Application issues seen when running REFRESH CLUSTER

Application issues seen when running REFRESH CLUSTER

Issuing REFRESH CLUSTER is disruptive to the cluster. It might make cluster objects invisible for a short time until the REFRESH CLUSTER processing completes. This can affect running applications. These notes describe some of the application issues you might see.

Reason codes that you might see from MQOPEN, MQPUT, or MQPUT1 calls

During REFRESH CLUSTER the following reason codes might be seen. The reason why each of these codes appears is described in a later section of this topic.

2189 MQRC_CLUSTER_RESOLUTION_ERROR
2085 MQRC_UNKNOWN_OBJECT_NAME
2041 MQRC_OBJECT_CHANGED
2082 MQRC_UNKNOWN_ALIAS_BASE_Q
2270 MQRC_NO_DESTINATIONS_AVAILABLE

All these reason codes indicate name lookup failures at one level or another in the IBM MQ code, which is to be expected if apps are running throughout the time of the REFRESH CLUSTER operation.

The REFRESH CLUSTER operation might be happening locally, or remotely, or both, to cause these outcomes. The likelihood of them appearing is especially high if full repositories are very busy. This happens if REFRESH CLUSTER activities are running locally on the full repository, or remotely on other queue managers in the cluster or clusters that the full repository is responsible for.

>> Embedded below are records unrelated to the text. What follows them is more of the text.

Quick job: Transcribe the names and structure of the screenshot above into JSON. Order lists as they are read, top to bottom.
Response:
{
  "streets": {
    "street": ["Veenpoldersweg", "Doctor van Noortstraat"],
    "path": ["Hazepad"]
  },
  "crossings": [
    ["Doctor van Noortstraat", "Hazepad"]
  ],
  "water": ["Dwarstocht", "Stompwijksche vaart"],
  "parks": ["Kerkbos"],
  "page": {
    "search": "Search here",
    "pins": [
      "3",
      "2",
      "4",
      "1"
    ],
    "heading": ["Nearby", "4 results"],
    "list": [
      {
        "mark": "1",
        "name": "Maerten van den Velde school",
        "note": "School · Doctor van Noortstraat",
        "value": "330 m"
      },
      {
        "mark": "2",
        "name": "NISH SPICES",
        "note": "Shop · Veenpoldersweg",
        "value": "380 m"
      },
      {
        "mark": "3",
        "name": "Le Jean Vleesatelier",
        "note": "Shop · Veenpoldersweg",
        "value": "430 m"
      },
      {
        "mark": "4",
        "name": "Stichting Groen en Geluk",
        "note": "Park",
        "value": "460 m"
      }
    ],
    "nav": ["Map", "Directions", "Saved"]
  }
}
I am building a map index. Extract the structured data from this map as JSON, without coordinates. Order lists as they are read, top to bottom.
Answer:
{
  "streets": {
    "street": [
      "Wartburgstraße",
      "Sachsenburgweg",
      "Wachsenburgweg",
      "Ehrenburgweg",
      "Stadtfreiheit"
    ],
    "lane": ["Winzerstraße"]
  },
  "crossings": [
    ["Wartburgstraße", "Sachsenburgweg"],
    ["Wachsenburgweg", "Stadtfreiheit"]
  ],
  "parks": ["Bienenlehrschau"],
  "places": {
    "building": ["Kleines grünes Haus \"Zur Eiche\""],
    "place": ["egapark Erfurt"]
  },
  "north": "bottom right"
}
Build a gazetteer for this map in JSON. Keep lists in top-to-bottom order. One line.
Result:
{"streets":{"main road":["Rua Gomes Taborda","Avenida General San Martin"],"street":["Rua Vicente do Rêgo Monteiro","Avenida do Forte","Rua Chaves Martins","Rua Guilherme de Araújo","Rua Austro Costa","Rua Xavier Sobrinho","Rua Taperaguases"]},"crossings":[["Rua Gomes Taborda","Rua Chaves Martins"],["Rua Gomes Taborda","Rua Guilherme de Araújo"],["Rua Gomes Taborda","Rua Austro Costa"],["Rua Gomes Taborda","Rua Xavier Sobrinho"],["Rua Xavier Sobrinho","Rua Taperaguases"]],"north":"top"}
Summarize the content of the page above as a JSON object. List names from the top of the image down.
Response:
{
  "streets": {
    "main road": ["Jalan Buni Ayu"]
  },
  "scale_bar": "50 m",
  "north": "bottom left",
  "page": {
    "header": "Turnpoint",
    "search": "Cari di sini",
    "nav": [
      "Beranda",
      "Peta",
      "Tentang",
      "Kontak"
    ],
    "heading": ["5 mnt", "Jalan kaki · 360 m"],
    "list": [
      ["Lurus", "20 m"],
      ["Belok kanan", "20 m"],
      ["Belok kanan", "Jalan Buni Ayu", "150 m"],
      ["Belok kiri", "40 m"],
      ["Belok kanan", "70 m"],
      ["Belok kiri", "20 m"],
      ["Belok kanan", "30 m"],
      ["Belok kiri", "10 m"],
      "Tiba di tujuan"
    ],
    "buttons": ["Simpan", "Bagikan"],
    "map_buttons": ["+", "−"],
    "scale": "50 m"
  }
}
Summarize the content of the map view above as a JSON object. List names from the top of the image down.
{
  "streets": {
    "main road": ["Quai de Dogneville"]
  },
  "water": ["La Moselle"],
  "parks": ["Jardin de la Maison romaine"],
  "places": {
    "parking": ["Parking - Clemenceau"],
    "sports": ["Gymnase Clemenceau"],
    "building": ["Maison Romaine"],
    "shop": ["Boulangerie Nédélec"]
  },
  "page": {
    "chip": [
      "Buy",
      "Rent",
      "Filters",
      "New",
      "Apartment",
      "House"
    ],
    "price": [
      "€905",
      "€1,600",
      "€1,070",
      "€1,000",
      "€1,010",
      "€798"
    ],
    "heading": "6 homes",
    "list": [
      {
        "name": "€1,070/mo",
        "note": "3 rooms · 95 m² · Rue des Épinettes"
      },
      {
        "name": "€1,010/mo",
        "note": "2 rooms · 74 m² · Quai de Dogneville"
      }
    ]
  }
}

In respect of cluster queues that are absent temporarily, and will shortly be reinstated, then all of these reason codes are temporary retry-able conditions (although for 2041 MQRC_OBJECT_CHANGED it can be a little complicated to decide whether the condition is retry-able). If consistent with application rules (for example maximum service times) we should probably retry for about a minute, to give time for the REFRESH CLUSTER activities to complete. For a modest sized cluster, completion is likely to be much quicker than that.

If any of these reason codes is returned from MQOPEN, then no object handle is created, but a later retry should be successful in creating one.

If any of these reason codes is returned from MQPUT, then the object handle is not automatically closed, and retrying should eventually succeed without a need first to close the object handle. However, if the application opened the handle using bind-on-open options, and so requires all messages to go to the same channel, then (contrary to the application's expectations) it is not guaranteed that the retried put would go to the same channel or queue manager as before. It is therefore wise to close the object handle and open a new one, in that case, to regain the bind-on-open semantics.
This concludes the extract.